春の句(令和八年三月作)
春の兼題で投句した一句が、五月の発表で入選しました。
◇
春陰や頁に落つる眠気かな

◇
俳句ポスト365
兼題「春陰」
初級者【入選】
類想に近く、また二重切れ字でもあるので、公開をためらってしまう句です。
助詞を変えたり、別の語を詰め込んだりすると破綻しそうな気がして、このまま投句してしまいました。
単純に以下で良かったのかもしれません。
◇
春陰の頁に落つる眠気かな
◇
今回の兼題は「春陰」であることを考慮して、「春陰や」にしたのですが、中級者以上での選句にも「春陰の」が多数みられました。ただ、「春陰の」にすると、逆に「かな」の問題が大きくなりそうです。
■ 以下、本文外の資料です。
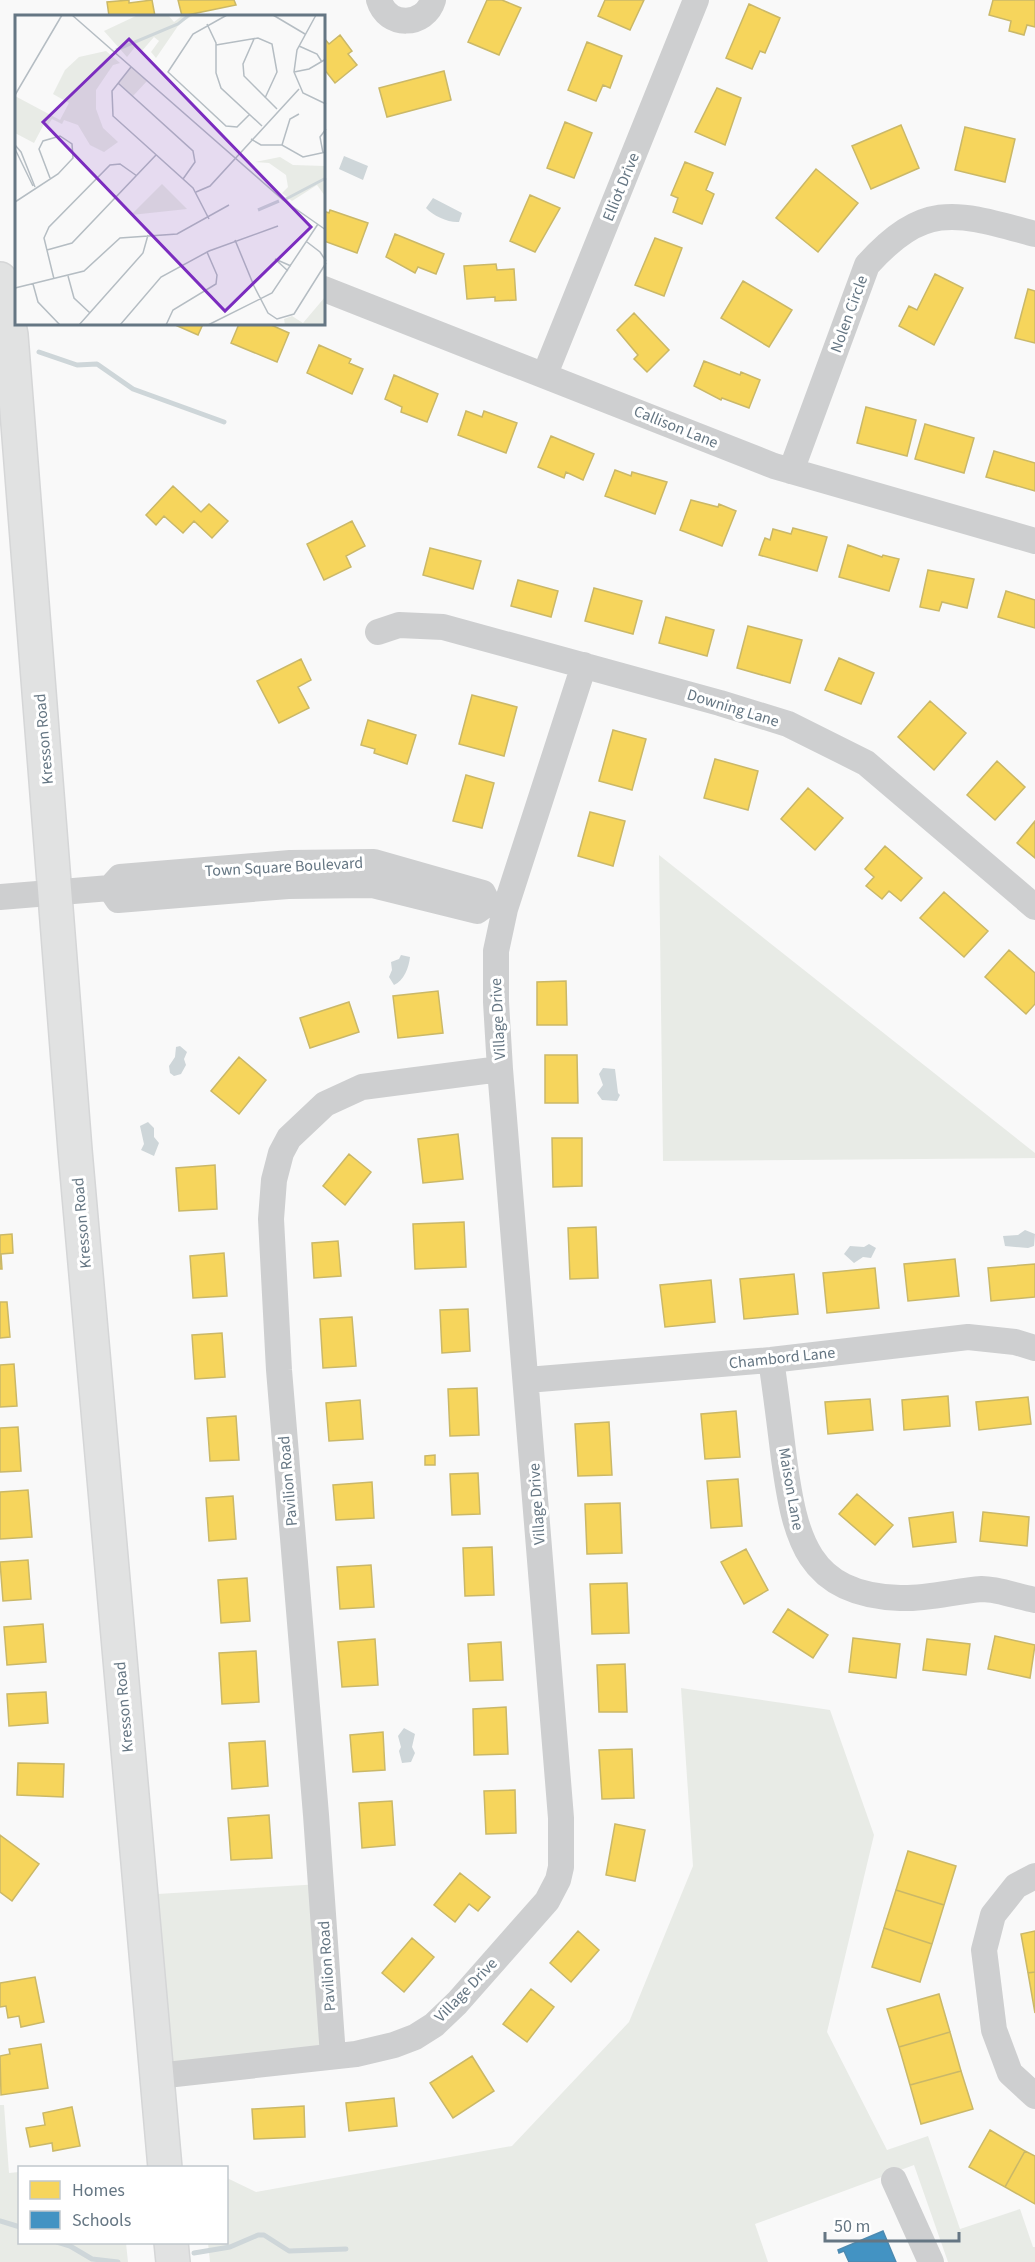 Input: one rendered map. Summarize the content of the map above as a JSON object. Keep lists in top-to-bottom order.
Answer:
{
  "streets": {
    "main road": ["Kresson Road"],
    "street": [
      "Elliot Drive",
      "Nolen Circle",
      "Callison Lane",
      "Downing Lane",
      "Town Square Boulevard",
      "Village Drive",
      "Chambord Lane",
      "Pavilion Road",
      "Maison Lane"
    ]
  },
  "crossings": [
    ["Elliot Drive", "Callison Lane"],
    ["Nolen Circle", "Callison Lane"],
    ["Downing Lane", "Village Drive"],
    ["Kresson Road", "Town Square Boulevard"],
    ["Kresson Road", "Village Drive"],
    ["Town Square Boulevard", "Village Drive"],
    ["Village Drive", "Chambord Lane"],
    ["Village Drive", "Pavilion Road"],
    ["Chambord Lane", "Maison Lane"]
  ],
  "legend": ["Homes", "Schools"],
  "scale_bar": "50 m"
}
「かな」を別の助詞・助動詞に変えると、違和感があります。
また、助詞の選択として、「春陰の海」「春陰の金閣」のように、「の」で自然につながる景もあります。
ただ、私の句では対象が「頁」なので、「春陰の頁」とすると説明的になりやすく、やはり「春陰や」のほうが合っている気がします。
別の語を加える発想力が必要かもしれませんし、類想から抜け出さないと、次の段階には進めないのだと思いました。身近な感覚をそのまま置いただけでは、もう一歩届かない気がします。
たとえば、もう少し具体性を持たせるなら、
◇
春陰や辞書の頁に落つ眠気
◇
文語の「落つ」を使うと、下五の途中で切れる形になってしまい、句として少し不安定な感じがします。
そこで、
◇
春陰や辞書の頁に落つる眠気
◇
下五が6音で字余りですが、文法的には適切です。
ただ、「辞書」を加えただけでは類想から抜け出せていない気もしますし、俳句としてのまとまりやリズムも、元の句のほうが自然なのかもしれません。
ちなみに、選外は、
◇
春陰や庭木の緑まだ淡し
◇
こちらは景を出そうとした一句でしたが、発想としては定番に寄っていたのだと思います。
去年の「冴ゆ」と、今回の「春陰」で、俳句ポスト365への2回目の投句ですが、両方とも「入選」です。
両方の句に言えることですが、課題のひとつは「類想からの脱却」です。中級者以上の選句を見ても、「類想から離れること」の難しさを感じます。